Towards Optimal Semantic Communications: Reconsidering the Role of Semantic Feature Channels
Yongjeong Oh, Jihong Park, Jinho Choi, Yo-Seb Jeon
TL;DR
The paper reframes semantic communications as an encoder–SF channel–decoder pipeline and shows that the SF channel is configurable via transmission strategies, not fixed. It provides analytical results for Gaussian sources with linear enc–dec, showing the optimal SF channel prioritizes low-noise transmission for high-variance features and connects to the rate–distortion bound as dimensionality grows. It then develops an end-to-end training framework to jointly optimize non-linear enc–dec and the SF channel for both analog and digital SC, using a mutual information constraint I( z ; ẑ ) ≤ C (analog) or I( b ; b̂ ) ≤ C (digital) and a mean-field decomposition for tractability.
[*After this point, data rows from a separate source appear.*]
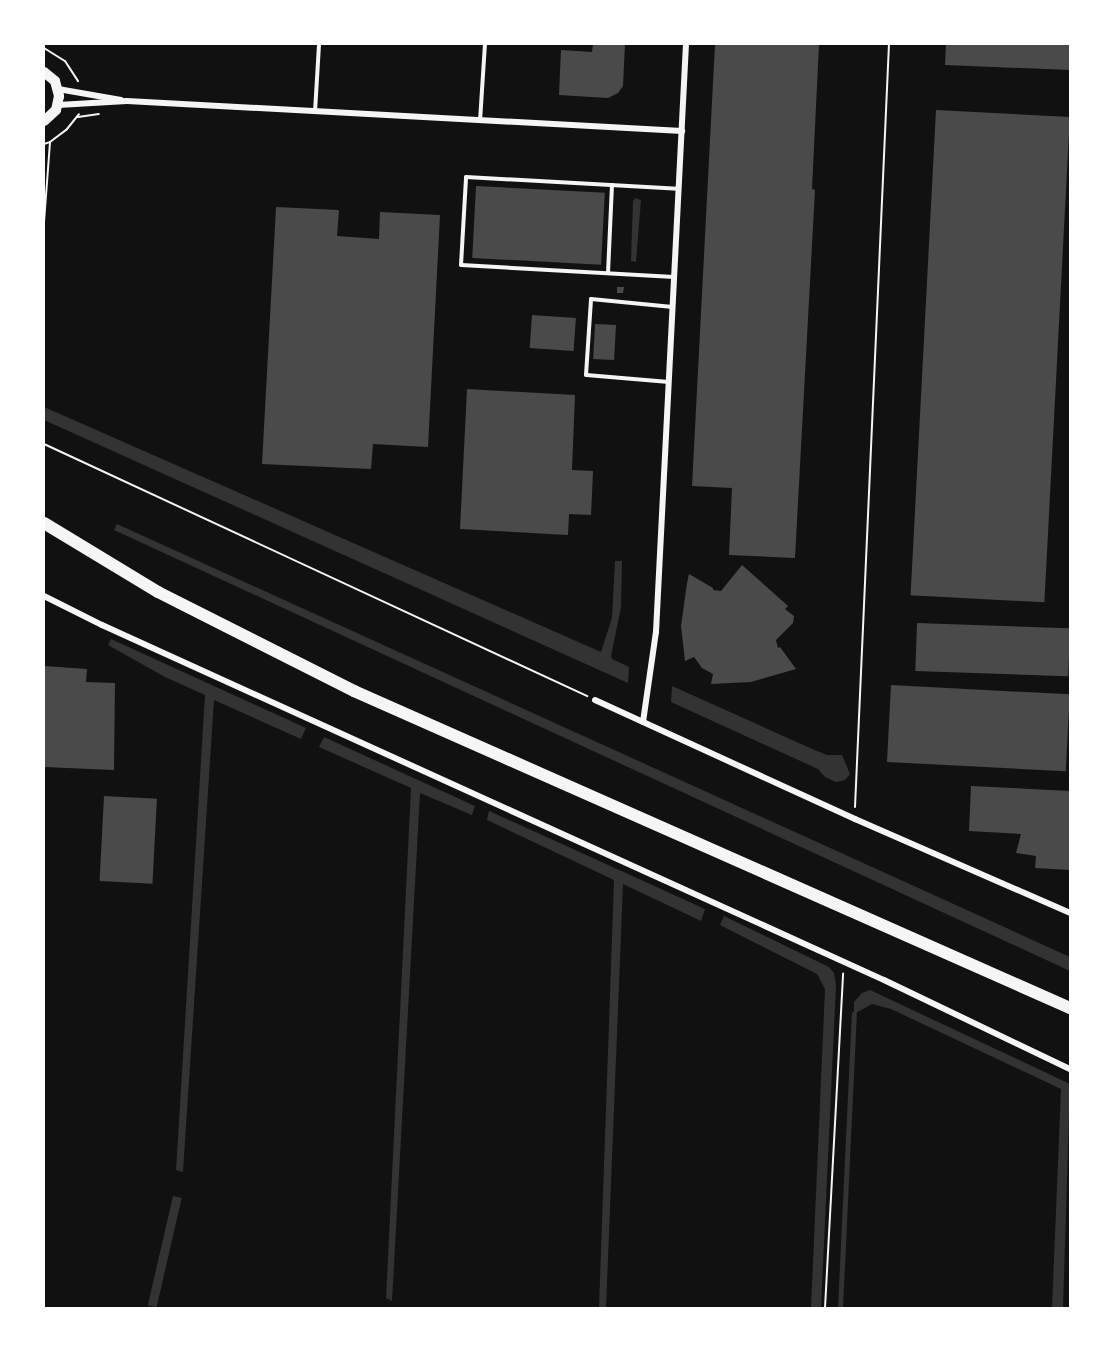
<!DOCTYPE html>
<style>
body{margin:0}
#map{position:relative;width:1114px;height:1352px;overflow:hidden;background:#111;font-family:"DM Sans",sans-serif}
div>[style]{position:absolute}
.water>*{inset:0;background:#333;transform-origin:0 0}
.stream>*{height:4.5px;margin:-2.25px;padding:0 2.25px;transform-origin:2.25px;border-radius:2.25px;background:#333}
.building>*{inset:0;background:#4a4a4a;transform-origin:0 0}
.path>*{height:2px;margin:-1px;padding:0 1px;transform-origin:1px;border-radius:1px;background:#f5f5f5}
.service>*{height:4px;margin:-2px;padding:0 2px;transform-origin:2px;border-radius:2px;background:#f5f5f5}
.minor>*{height:6px;margin:-3px;padding:0 3px;transform-origin:3px;border-radius:3px;background:#f5f5f5}
.tertiary>*{height:10px;margin:-5px;padding:0 5px;transform-origin:5px;border-radius:5px;background:#f5f5f5}
.primary>*{height:12px;margin:-6px;padding:0 6px;transform-origin:6px;border-radius:6px;background:#f5f5f5}
span{translate:-50% -50%;white-space:nowrap;text-align:center;line-height:1.15;-webkit-text-stroke:5px #fff;paint-order:stroke}
.frame{position:absolute;inset:0;border:45px solid #fff;pointer-events:none}
</style>
<div id="map">
<div class="water">
<div style="clip-path:polygon(635px 198px,641px 200px,636px 262px,631px 261px,633px 201px)"></div>
<div style="clip-path:polygon(44px 407px,601px 652px,612px 618px,615px 561px,622px 561px,621px 607px,611px 656px,612px 659px,629px 667px,628px 683px,44px 420px)"></div>
<div style="clip-path:polygon(117px 524px,1070px 957px,1070px 971px,114px 530px)"></div>
<div style="clip-path:polygon(111px 639px,306px 728px,301px 739px,214px 700px,183px 1172px,176px 1170px,205px 695px,165px 677px,108px 645px)"></div>
<div style="clip-path:polygon(672px 686px,810px 748px,827px 755px,842px 755px,850px 774px,845px 780px,836px 782px,825px 777px,818px 769px,671px 702px)"></div>
<div style="clip-path:polygon(324px 737px,475px 806px,472px 815px,420px 793px,392px 1301px,386px 1298px,411px 788px,319px 747px)"></div>
<div style="clip-path:polygon(489px 811px,705px 909px,701px 921px,623px 884px,606px 1308px,599px 1308px,614px 880px,487px 820px)"></div>
<div style="clip-path:polygon(724px 916px,829px 967px,834px 973px,836px 985px,821px 1308px,811px 1308px,825px 989px,817px 974px,720px 925px)"></div>
<div style="clip-path:polygon(870px 990px,1070px 1084px,1063px 1308px,1052px 1308px,1061px 1089px,891px 1009px,872px 1004px,854px 1014px,854px 1002px,862px 993px)"></div>
<div style="left:173px;top:1196px;width:9px;height:112px;rotate:13deg"></div>
</div>
<div class="stream">
<div style="left:840px;top:1308px;width:294px;rotate:-87.3deg"></div>
</div>
<div class="building">
<div style="clip-path:polygon(593px 44px,625px 44px,623px 86px,618px 93px,608px 98px,559px 95px,561px 50px,592px 52px)"></div>
<div style="clip-path:polygon(715px 44px,819px 44px,812px 189px,815px 190px,795px 558px,729px 555px,732px 488px,692px 486px)"></div>
<div style="clip-path:polygon(946px 44px,1070px 44px,1070px 70px,945px 65px)"></div>
<div style="left:936px;top:110px;width:134px;height:486px;rotate:3deg"></div>
<div style="left:476px;top:186px;width:129px;height:72px;rotate:3deg"></div>
<div style="clip-path:polygon(276px 207px,339px 210px,337px 236px,379px 239px,380px 212px,440px 215px,428px 447px,373px 444px,371px 469px,262px 464px)"></div>
<div style="clip-path:polygon(617px 287px,624px 287px,623px 293px,617px 293px)"></div>
<div style="left:532px;top:315px;width:44px;height:33px;rotate:4deg"></div>
<div style="left:595px;top:324px;width:21px;height:35px;rotate:3deg"></div>
<div style="clip-path:polygon(467px 389px,575px 395px,572px 470px,593px 471px,592px 494px,591px 515px,569px 514px,568px 535px,460px 529px)"></div>
<div style="clip-path:polygon(742px 565px,788px 606px,785px 609px,794px 616px,793px 623px,776px 640px,778px 648px,780px 647px,796px 669px,751px 682px,711px 684px,713px 674px,702px 668px,694px 657px,685px 661px,681px 626px,687px 583px,689px 574px,713px 588px,713px 590px,721px 591px)"></div>
<div style="left:917px;top:623px;width:153px;height:48px;rotate:2deg"></div>
<div style="clip-path:polygon(44px 666px,87px 669px,86px 682px,115px 683px,114px 770px,44px 767px)"></div>
<div style="left:891px;top:685px;width:179px;height:77px;rotate:3deg"></div>
<div style="clip-path:polygon(971px 786px,1070px 791px,1070px 870px,1035px 868px,1036px 856px,1016px 853px,1021px 834px,969px 831px)"></div>
<div style="left:104px;top:796px;width:53px;height:85px;rotate:3deg"></div>
</div>
<div class="path">
<div style="left:44px;top:48px;width:25px;rotate:32deg"></div>
<div style="left:65px;top:61px;width:24px;rotate:57deg"></div>
<div style="left:78px;top:117px;width:21px;rotate:-8deg"></div>
<div style="left:44px;top:144px;width:6px;rotate:-18deg"></div>
<div style="left:50px;top:142px;width:21px;rotate:-37deg"></div>
<div style="left:67px;top:129px;width:19px;rotate:-51deg"></div>
<div style="left:44px;top:222px;width:80px;rotate:-85.7deg"></div>
<div style="left:44px;top:444px;width:599px;rotate:24.9deg"></div>
<div style="left:855px;top:807px;width:764px;rotate:-87.45deg"></div>
<div style="left:825px;top:1308px;width:335px;rotate:-86.9deg"></div>
</div>
<div class="service">
<div style="left:315px;top:112px;width:68px;rotate:-86.6deg"></div>
<div style="left:480px;top:121px;width:77px;rotate:-86.3deg"></div>
<div style="left:608px;top:273px;width:88px;rotate:-87.4deg"></div>
<div style="left:674px;top:277px;width:213px;rotate:-176.8deg"></div>
<div style="left:461px;top:265px;width:88px;rotate:-86.7deg"></div>
<div style="left:466px;top:177px;width:212px;rotate:3.2deg"></div>
<div style="left:669px;top:382px;width:83px;rotate:-175.2deg"></div>
<div style="left:586px;top:375px;width:76px;rotate:-86.2deg"></div>
<div style="left:591px;top:299px;width:82px;rotate:5.6deg"></div>
</div>
<div class="minor">
<div style="left:58px;top:89px;width:64px;rotate:9.9deg"></div>
<div style="left:58px;top:105px;width:69px;rotate:-3.3deg"></div>
<div style="left:127px;top:101px;width:556px;rotate:3.09deg"></div>
<div style="left:44px;top:596px;width:65px;rotate:26.6deg"></div>
<div style="left:102px;top:625px;width:859px;rotate:24.42deg"></div>
<div style="left:884px;top:980px;width:206px;rotate:25.6deg"></div>
<div style="left:595px;top:700px;width:286px;rotate:24.6deg"></div>
<div style="left:855px;top:819px;width:235px;rotate:23.6deg"></div>
<div style="left:643px;top:722px;width:91px;rotate:-81.8deg"></div>
<div style="left:656px;top:632px;width:589px;rotate:-87.08deg"></div>
</div>
<div class="tertiary">
<div style="left:44px;top:72px;width:14px;rotate:39deg"></div>
<div style="left:55px;top:81px;width:16px;rotate:75deg"></div>
<div style="left:59px;top:96px;width:14px;rotate:102deg"></div>
<div style="left:56px;top:110px;width:16px;rotate:137deg"></div>
</div>
<div class="primary">
<div style="left:44px;top:523px;width:133px;rotate:31.2deg"></div>
<div style="left:158px;top:592px;width:220px;rotate:26.8deg"></div>
<div style="left:354px;top:691px;width:783px;rotate:23.88deg"></div>
</div>
<div class="frame"></div>
</div>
Finally, it introduces PHY calibration methods to realize the trained SF channel in practice, including single-user analog and multi-user digital scenarios, demonstrating superior task performance across diverse environments. Collectively, the work delivers theoretical, algorithmic, and practical tooling to realize more efficient, robust semantic communications in real wireless systems.
Abstract
This paper investigates the optimization of transmitting the encoder outputs, termed semantic features (SFs), in semantic communication (SC). We begin by modeling the entire communication process from the encoder output to the decoder input, encompassing the physical channel and all transceiver operations, as the SF channel, thereby establishing an encoder-SF channel-decoder pipeline. In contrast to prior studies that assume a fixed SF channel, we note that the SF channel is configurable, as its characteristics are shaped by various transmission and reception strategies, such as power allocation. Based on this observation, we formulate the SF channel optimization problem under a mutual information constraint between the SFs and their reconstructions, and analytically derive the optimal SF channel under a linear encoder-decoder structure and Gaussian source assumption. Building upon this theoretical foundation, we propose a joint optimization framework for the encoder-decoder and SF channel, applicable to both analog and digital SCs. To realize the optimized SF channel, we also propose a physical-layer calibration strategy that enables real-time power control and adaptation to varying channel conditions. Simulation results demonstrate that the proposed SF channel optimization achieves superior task performance under various communication environments.